La Cnaf prolonge jusqu'au 30 septembre ses aides aux modes d'accueil collectif

Réunis le 29 juin en commission d'action sociale, les administrateurs de la Cnaf (Caisse nationale des allocations familiales) ont décidé de prolonger jusqu'au 30 septembre 2021 les aides exceptionnelles accordées aux établissements d'accueil du jeune enfant (Eaje) et aux maisons d'assistantes maternelles (MAM). Depuis le début de la crise sanitaire et le premier confinement en mars 2020, la branche Famille a mis en place, puis renouvelé à plusieurs reprises, les aides correspondantes. Le dernier ajustement en date du dispositif remonte au mois d'avril, sous la forme de quatre nouvelles mesures en faveur des modes de garde et des accueils de loisirs (voir notre article du 8 avril 2021). Par ailleurs, la décision du conseil d'administration de prolonger, une nouvelle fois, les aides exceptionnelles, intervient la veille de l'échéance initialement prévue pour leur extinction, qui avait été fixée au 30 juin par une délibération de janvier dernier (voir notre article du 21 janvier 2021).
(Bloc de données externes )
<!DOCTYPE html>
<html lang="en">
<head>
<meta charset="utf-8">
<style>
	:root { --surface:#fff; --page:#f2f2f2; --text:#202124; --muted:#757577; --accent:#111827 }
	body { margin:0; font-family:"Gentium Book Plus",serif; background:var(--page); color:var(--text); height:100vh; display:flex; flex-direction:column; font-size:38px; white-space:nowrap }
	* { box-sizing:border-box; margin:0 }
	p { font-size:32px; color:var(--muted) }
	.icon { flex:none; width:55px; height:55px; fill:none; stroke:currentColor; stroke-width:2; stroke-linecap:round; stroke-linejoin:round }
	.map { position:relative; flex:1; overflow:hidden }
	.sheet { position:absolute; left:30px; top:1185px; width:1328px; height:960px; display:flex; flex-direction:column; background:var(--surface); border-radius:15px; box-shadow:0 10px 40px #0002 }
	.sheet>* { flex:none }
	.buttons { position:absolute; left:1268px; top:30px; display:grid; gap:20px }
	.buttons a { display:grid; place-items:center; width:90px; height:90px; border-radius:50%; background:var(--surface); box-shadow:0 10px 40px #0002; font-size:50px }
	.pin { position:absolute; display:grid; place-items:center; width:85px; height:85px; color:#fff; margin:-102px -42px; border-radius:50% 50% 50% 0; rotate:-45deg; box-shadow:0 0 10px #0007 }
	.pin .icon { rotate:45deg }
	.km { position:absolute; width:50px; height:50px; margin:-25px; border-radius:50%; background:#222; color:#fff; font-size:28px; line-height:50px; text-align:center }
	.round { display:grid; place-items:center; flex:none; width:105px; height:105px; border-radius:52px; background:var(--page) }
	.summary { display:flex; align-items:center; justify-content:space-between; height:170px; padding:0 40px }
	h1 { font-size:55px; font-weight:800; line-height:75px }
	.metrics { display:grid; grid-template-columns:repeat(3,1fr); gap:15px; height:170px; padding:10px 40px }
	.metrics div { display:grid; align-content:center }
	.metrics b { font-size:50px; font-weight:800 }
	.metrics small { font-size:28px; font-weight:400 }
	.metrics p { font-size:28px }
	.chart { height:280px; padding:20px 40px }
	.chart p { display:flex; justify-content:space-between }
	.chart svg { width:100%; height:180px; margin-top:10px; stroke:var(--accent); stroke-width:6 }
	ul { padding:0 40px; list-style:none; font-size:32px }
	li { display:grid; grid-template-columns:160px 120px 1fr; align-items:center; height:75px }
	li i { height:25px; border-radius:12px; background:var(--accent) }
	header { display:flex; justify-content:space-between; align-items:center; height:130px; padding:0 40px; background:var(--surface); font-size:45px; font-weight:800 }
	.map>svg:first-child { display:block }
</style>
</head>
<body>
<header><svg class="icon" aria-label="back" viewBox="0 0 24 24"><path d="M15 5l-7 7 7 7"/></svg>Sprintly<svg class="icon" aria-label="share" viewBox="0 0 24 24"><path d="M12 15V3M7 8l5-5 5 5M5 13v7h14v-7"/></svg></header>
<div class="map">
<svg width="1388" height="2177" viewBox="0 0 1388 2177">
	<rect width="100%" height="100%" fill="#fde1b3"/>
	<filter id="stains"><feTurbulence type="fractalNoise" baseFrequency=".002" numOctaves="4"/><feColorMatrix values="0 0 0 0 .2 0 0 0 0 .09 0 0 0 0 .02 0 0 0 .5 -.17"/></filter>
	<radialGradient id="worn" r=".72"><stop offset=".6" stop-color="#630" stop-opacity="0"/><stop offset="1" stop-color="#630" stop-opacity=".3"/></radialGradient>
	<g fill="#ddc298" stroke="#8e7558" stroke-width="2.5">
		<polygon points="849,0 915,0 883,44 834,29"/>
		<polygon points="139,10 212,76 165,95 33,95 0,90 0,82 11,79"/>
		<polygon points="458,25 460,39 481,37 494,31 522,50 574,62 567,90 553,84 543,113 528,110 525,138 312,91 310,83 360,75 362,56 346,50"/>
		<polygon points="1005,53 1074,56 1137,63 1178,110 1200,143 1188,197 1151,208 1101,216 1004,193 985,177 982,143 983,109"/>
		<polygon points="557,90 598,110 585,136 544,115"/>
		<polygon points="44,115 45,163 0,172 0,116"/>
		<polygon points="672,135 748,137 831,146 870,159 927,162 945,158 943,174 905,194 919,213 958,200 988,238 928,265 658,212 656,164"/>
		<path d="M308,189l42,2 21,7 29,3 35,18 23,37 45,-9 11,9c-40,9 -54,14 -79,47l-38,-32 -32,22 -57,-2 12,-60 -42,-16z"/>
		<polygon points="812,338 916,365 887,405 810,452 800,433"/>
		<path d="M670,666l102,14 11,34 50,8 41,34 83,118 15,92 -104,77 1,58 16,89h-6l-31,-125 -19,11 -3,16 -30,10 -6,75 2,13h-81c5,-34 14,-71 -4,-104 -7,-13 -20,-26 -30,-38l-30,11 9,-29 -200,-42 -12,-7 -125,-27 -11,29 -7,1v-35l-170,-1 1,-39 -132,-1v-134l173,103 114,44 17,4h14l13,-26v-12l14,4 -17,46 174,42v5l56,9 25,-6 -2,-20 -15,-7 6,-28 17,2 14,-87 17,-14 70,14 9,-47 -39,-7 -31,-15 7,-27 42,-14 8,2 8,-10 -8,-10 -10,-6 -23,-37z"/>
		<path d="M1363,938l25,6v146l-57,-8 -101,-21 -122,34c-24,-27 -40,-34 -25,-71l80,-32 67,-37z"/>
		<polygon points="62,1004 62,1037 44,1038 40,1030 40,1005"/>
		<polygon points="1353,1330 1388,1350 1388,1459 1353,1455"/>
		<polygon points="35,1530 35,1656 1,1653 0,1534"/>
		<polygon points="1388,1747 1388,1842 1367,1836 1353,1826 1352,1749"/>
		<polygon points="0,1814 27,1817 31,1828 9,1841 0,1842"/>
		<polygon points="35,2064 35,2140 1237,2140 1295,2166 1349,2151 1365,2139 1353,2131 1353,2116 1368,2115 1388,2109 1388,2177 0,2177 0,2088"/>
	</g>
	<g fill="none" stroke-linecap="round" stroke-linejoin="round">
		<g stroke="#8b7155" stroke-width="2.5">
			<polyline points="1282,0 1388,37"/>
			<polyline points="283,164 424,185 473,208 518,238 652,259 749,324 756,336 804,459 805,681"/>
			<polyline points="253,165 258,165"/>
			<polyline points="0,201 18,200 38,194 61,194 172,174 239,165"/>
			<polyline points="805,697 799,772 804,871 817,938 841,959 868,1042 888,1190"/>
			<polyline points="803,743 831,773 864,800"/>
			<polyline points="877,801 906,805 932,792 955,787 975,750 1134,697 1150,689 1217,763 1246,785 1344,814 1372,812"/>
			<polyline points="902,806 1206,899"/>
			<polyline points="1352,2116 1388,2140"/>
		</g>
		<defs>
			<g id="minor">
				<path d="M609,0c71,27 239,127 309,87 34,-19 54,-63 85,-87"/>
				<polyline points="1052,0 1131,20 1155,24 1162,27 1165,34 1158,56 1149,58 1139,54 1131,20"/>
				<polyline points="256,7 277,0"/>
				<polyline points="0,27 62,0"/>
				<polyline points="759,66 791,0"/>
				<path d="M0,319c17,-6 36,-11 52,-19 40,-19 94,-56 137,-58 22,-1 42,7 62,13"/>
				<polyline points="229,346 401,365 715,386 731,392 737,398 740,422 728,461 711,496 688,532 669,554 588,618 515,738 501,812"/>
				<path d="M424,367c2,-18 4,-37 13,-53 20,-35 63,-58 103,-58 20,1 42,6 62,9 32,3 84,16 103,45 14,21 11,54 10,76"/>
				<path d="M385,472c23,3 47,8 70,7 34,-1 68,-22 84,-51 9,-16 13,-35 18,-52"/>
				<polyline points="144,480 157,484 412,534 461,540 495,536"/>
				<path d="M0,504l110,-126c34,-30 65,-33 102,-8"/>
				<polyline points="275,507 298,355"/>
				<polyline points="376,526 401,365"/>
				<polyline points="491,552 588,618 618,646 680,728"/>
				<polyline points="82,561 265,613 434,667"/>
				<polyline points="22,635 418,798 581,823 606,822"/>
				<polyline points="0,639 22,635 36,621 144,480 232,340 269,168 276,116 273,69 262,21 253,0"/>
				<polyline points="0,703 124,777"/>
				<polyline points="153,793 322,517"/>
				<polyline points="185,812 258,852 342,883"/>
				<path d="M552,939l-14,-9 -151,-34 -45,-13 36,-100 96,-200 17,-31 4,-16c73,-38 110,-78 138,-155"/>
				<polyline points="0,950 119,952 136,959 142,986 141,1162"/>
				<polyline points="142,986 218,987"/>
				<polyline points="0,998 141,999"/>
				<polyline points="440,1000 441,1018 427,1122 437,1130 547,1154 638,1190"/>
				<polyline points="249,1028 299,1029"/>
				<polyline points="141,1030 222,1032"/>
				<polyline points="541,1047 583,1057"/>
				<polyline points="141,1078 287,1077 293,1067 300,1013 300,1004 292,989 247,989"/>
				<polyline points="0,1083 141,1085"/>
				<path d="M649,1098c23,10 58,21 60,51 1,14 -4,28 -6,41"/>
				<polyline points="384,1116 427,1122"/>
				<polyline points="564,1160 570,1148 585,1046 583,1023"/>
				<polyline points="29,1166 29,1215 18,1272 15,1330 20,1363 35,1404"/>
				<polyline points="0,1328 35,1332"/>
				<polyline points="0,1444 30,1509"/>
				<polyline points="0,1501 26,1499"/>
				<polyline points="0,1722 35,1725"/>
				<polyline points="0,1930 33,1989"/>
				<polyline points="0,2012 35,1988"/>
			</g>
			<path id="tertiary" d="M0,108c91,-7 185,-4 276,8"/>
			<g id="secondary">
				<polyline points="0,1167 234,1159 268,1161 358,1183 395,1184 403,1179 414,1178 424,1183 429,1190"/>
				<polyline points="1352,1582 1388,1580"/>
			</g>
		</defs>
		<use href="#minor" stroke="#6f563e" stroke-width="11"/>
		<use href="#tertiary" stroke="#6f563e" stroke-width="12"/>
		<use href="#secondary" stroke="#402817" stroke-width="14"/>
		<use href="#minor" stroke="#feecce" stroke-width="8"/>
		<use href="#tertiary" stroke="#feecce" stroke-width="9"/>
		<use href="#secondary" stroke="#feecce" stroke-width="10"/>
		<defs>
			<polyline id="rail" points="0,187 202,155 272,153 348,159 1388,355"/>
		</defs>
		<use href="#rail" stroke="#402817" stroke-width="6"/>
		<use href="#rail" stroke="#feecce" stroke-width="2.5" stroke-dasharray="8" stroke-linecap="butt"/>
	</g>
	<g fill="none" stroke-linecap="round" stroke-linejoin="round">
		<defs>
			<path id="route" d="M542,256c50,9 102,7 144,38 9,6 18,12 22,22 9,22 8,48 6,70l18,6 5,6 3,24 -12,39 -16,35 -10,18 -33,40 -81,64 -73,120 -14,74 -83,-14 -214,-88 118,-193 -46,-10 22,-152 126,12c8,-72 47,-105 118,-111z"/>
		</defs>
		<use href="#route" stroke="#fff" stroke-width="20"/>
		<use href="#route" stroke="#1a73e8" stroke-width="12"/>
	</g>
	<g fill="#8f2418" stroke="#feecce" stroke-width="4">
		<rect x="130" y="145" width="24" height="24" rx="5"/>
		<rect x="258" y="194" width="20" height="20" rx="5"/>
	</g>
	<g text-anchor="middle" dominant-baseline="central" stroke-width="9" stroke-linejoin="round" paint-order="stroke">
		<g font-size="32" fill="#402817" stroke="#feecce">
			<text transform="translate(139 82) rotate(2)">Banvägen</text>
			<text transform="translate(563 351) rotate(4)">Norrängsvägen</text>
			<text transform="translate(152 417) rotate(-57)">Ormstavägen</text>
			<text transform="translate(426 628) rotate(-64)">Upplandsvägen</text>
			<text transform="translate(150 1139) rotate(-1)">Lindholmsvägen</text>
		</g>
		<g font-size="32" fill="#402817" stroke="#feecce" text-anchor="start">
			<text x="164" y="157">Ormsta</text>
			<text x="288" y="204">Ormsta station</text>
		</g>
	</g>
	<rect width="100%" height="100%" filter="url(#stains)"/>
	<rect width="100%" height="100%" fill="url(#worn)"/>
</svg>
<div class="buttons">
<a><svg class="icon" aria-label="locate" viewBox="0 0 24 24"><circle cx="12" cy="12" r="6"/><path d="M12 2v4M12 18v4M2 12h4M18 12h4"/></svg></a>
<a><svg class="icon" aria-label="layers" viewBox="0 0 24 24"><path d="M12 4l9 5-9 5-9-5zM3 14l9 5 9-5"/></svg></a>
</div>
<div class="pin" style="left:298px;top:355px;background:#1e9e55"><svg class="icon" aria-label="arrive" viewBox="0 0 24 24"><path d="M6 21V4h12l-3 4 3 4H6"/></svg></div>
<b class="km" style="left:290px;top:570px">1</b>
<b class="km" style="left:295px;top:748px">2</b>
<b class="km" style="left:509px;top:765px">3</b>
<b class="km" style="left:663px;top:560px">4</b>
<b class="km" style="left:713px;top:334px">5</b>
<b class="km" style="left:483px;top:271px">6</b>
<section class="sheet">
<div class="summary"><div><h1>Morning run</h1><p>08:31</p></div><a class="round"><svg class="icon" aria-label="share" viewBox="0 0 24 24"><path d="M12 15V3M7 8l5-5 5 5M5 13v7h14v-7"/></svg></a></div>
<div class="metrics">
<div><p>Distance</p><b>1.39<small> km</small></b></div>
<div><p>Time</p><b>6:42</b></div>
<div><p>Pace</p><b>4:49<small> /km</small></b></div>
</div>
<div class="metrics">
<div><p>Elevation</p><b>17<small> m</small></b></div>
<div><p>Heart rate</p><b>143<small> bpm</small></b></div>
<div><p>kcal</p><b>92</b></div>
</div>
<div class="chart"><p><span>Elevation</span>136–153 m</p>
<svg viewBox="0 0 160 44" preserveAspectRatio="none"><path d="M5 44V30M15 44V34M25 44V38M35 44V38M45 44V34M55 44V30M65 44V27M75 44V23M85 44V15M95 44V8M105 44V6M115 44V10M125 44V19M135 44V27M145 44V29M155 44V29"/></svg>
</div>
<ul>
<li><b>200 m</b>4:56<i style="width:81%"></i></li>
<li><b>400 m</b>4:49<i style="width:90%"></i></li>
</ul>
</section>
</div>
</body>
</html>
Une telle prolongation de trois mois jusqu'au 30 septembre peut surprendre, alors que la pandémie connaît un très net recul depuis quelques semaines et que la quasi-totalité des restrictions sont levées depuis le 1er juillet, ce qui inclut les modes d'accueil collectif de la petite enfance. Mais, dans son communiqué du 29 juin, la Cnaf explique que "des mesures transitoires sont prévues du 2 juin au 30 septembre par la loi n°2021-689 [du 31 mai 2021 relative à la gestion de la sortie de crise sanitaire, ndlr]. Pendant cette période, les préfets peuvent être amenés à décider de fermetures locales et temporaires d'établissements recevant du public, dont les crèches, si les conditions l'exigent". En outre, "les consignes d'isolement des personnes testées positives ou contacts à risque sont toujours d'actualité et le dispositif d'arrêt de travail dérogatoire, dans l'attente d'un résultat de test de détection, est prolongé jusqu'au 30 septembre 2021".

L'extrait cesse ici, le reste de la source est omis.